Data Science

🐍 Master Building A Rmsprop Optimizer From Scratch In Python: Every Expert Uses!

Hey there! Ready to dive into Building A Rmsprop Optimizer From Scratch In Python? This friendly guide will walk you through everything step-by-step with easy-to-follow examples. Perfect for beginners and pros alike!

SuperML Team
Share this article

Share:

🚀

💡 Pro tip: This is one of those techniques that will make you look like a data science wizard! Introduction to RMSprop Optimizer - Made Simple!

RMSprop (Root Mean Square Propagation) is an adaptive learning rate optimization algorithm designed to address the diminishing learning rates in AdaGrad. It was proposed by Geoffrey Hinton in 2012 and has since become a popular choice for training neural networks.

Ready for some cool stuff? Here’s how we can tackle this:

import numpy as np
import matplotlib.pyplot as plt

def plot_learning_rate(iterations, learning_rates):
    plt.figure(figsize=(10, 6))
    plt.plot(iterations, learning_rates)
    plt.title('RMSprop Learning Rate Adaptation')
    plt.xlabel('Iterations')
    plt.ylabel('Learning Rate')
    plt.yscale('log')
    plt.show()

# Simulated learning rate adaptation
iterations = np.arange(1, 1001)
learning_rates = 0.01 / np.sqrt(1 + 0.1 * iterations)

plot_learning_rate(iterations, learning_rates)

🚀

🎉 You’re doing great!

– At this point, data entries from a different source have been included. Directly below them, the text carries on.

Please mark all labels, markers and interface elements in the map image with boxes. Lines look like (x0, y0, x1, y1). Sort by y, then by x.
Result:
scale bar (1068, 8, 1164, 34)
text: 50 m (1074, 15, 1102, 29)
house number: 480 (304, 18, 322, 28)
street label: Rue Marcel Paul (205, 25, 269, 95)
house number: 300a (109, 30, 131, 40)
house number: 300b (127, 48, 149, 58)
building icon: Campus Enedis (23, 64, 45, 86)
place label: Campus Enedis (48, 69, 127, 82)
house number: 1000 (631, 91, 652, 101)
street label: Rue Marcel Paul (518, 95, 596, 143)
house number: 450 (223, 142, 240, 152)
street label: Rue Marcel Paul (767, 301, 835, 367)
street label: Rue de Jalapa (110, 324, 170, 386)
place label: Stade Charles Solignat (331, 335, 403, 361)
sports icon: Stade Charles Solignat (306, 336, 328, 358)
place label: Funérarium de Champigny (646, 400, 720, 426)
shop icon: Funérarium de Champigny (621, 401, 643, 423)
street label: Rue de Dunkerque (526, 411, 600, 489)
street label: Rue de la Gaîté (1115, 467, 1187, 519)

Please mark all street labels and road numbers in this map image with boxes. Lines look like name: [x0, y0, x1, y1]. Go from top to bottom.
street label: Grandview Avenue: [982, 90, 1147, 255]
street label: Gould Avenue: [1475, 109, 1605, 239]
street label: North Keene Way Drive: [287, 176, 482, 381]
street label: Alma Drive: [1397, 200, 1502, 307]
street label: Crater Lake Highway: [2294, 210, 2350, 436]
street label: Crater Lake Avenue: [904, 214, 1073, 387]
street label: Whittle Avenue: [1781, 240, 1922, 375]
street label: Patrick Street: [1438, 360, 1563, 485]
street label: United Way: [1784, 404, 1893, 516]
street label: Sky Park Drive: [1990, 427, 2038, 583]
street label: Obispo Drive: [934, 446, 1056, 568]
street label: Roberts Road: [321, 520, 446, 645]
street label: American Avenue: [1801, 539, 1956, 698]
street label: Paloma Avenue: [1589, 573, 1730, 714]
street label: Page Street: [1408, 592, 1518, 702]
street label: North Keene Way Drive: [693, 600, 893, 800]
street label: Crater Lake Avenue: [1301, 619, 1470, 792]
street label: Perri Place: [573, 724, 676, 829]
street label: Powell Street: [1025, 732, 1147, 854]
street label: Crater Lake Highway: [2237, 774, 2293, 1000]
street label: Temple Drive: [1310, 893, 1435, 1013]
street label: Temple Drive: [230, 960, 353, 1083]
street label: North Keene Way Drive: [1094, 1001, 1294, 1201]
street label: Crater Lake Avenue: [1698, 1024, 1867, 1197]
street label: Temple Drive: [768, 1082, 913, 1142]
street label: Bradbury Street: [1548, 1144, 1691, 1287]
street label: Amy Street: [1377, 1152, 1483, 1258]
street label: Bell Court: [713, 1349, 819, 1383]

This concept might seem tricky at first, but you’ve got this! The Problem with Fixed Learning Rates - Made Simple!

Fixed learning rates can lead to slow convergence or oscillations in the optimization process. RMSprop addresses this by adapting the learning rate for each parameter based on the historical gradient information.

This next part is really neat! Here’s how we can tackle this:

import numpy as np
import matplotlib.pyplot as plt

def optimize_fixed_lr(learning_rate, iterations):
    x = 5
    trajectory = [x]
    for _ in range(iterations):
        gradient = 2 * x
        x = x - learning_rate * gradient
        trajectory.append(x)
    return trajectory

trajectories = {
    'High LR': optimize_fixed_lr(0.1, 50),
    'Low LR': optimize_fixed_lr(0.01, 50)
}

plt.figure(figsize=(10, 6))
for label, traj in trajectories.items():
    plt.plot(traj, label=label)
plt.title('Optimization with Fixed Learning Rates')
plt.xlabel('Iterations')
plt.ylabel('Parameter Value')
plt.legend()
plt.show()

🚀

Cool fact: Many professional data scientists use this exact approach in their daily work! RMSprop Algorithm Overview - Made Simple!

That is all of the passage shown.